[Stored items from a collection]
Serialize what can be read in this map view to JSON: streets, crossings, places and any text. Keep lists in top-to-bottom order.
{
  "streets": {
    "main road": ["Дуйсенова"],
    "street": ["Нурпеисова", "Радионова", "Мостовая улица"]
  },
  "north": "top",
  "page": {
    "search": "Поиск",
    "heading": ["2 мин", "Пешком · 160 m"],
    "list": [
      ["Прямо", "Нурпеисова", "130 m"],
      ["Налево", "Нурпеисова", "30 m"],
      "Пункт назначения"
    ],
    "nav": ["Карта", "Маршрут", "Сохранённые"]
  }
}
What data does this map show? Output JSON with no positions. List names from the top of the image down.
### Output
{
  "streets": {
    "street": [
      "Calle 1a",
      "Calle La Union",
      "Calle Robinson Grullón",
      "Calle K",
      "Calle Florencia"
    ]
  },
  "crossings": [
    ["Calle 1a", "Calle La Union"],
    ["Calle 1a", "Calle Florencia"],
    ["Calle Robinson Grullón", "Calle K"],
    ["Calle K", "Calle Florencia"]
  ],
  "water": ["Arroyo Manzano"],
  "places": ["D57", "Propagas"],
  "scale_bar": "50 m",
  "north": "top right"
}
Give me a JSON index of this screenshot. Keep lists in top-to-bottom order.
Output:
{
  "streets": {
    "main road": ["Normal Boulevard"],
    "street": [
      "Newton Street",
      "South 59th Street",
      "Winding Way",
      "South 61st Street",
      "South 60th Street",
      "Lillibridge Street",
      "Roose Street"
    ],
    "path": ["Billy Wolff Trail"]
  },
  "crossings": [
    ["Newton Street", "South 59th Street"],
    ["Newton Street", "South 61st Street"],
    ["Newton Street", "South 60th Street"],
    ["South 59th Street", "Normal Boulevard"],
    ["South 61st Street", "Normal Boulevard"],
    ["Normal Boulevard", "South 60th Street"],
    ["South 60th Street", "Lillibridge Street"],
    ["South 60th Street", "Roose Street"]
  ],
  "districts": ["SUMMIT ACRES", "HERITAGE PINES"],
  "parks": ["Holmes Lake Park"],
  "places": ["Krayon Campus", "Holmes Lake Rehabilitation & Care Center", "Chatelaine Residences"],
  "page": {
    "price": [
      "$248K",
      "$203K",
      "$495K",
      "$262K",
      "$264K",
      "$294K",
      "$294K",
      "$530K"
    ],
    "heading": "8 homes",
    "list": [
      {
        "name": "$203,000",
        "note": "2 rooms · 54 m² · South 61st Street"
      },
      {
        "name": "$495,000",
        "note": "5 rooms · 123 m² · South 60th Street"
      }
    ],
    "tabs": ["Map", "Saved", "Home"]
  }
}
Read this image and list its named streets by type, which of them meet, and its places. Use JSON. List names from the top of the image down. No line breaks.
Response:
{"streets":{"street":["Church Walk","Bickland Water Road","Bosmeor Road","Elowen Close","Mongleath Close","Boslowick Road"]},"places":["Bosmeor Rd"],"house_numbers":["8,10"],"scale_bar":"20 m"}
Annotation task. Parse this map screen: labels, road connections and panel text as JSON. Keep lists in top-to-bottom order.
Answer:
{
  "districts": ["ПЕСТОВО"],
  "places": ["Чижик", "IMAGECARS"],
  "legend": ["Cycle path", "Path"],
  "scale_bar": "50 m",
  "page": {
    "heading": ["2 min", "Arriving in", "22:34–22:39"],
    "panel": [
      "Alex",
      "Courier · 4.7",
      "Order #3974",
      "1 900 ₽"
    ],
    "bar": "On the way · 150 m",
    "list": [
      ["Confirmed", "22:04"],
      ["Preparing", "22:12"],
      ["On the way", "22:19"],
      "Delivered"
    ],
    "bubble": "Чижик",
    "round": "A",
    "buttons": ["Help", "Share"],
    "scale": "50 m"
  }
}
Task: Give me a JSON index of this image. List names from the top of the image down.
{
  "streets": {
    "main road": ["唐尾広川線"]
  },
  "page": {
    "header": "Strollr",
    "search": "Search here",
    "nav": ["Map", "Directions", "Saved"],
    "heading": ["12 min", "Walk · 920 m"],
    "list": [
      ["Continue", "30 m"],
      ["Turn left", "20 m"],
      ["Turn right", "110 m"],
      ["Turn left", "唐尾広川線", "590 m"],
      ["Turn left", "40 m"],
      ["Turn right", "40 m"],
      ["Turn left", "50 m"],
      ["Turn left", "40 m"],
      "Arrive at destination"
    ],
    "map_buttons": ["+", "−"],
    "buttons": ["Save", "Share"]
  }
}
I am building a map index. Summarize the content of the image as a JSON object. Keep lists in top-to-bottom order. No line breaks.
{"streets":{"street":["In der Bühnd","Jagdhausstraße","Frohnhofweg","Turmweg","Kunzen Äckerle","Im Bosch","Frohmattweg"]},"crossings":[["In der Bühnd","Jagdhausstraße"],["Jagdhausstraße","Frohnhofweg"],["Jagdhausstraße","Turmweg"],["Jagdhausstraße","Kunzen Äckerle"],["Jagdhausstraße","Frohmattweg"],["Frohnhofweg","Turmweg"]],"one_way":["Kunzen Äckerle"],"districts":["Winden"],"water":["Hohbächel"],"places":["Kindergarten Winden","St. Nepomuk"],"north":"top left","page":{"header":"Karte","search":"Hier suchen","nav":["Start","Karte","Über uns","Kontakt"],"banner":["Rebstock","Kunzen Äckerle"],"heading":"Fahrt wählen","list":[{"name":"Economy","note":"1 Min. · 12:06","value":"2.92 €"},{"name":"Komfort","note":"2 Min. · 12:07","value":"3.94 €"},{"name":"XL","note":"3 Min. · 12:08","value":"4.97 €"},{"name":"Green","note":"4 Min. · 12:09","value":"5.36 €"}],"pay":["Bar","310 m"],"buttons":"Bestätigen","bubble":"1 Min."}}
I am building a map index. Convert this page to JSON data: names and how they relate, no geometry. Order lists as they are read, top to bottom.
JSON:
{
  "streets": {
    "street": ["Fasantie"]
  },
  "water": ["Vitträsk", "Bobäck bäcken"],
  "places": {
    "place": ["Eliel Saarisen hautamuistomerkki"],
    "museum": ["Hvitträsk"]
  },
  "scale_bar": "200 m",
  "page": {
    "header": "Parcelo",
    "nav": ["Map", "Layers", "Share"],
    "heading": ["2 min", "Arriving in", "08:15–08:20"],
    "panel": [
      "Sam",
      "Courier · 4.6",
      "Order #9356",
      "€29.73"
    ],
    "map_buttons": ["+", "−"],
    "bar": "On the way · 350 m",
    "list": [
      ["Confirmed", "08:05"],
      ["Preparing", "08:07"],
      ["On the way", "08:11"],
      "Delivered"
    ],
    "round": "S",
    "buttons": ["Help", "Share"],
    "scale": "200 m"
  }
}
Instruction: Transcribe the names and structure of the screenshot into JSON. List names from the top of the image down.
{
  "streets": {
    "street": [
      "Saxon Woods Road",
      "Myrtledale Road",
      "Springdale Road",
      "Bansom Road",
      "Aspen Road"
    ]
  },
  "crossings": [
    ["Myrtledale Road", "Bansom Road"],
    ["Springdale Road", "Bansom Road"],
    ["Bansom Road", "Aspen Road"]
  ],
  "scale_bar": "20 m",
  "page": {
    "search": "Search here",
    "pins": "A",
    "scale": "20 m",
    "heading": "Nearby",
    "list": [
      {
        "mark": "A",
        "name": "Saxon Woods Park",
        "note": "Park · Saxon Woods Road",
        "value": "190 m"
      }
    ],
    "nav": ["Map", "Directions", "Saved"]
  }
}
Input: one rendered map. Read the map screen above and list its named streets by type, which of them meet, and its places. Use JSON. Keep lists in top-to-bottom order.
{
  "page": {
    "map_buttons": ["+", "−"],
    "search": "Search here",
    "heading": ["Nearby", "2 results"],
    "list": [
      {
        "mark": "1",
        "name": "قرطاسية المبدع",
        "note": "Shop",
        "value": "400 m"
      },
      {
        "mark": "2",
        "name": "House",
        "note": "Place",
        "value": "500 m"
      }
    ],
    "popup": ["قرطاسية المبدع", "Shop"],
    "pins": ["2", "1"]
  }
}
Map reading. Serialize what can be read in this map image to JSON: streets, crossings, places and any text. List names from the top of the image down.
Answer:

# TASK DETAILS
Give back the records above exactly, limited to the lines between the one holding "Give me a JSON index of this screenshot." and the one holding "Read this image", inclusive.

# TASK RESULT
Give me a JSON index of this screenshot. Keep lists in top-to-bottom order.
Output:
{
  "streets": {
    "main road": ["Normal Boulevard"],
    "street": [
      "Newton Street",
      "South 59th Street",
      "Winding Way",
      "South 61st Street",
      "South 60th Street",
      "Lillibridge Street",
      "Roose Street"
    ],
    "path": ["Billy Wolff Trail"]
  },
  "crossings": [
    ["Newton Street", "South 59th Street"],
    ["Newton Street", "South 61st Street"],
    ["Newton Street", "South 60th Street"],
    ["South 59th Street", "Normal Boulevard"],
    ["South 61st Street", "Normal Boulevard"],
    ["Normal Boulevard", "South 60th Street"],
    ["South 60th Street", "Lillibridge Street"],
    ["South 60th Street", "Roose Street"]
  ],
  "districts": ["SUMMIT ACRES", "HERITAGE PINES"],
  "parks": ["Holmes Lake Park"],
  "places": ["Krayon Campus", "Holmes Lake Rehabilitation & Care Center", "Chatelaine Residences"],
  "page": {
    "price": [
      "$248K",
      "$203K",
      "$495K",
      "$262K",
      "$264K",
      "$294K",
      "$294K",
      "$530K"
    ],
    "heading": "8 homes",
    "list": [
      {
        "name": "$203,000",
        "note": "2 rooms · 54 m² · South 61st Street"
      },
      {
        "name": "$495,000",
        "note": "5 rooms · 123 m² · South 60th Street"
      }
    ],
    "tabs": ["Map", "Saved", "Home"]
  }
}
Read this image and list its named streets by type, which of them meet, and its places. Use JSON. List names from the top of the image down. No line breaks.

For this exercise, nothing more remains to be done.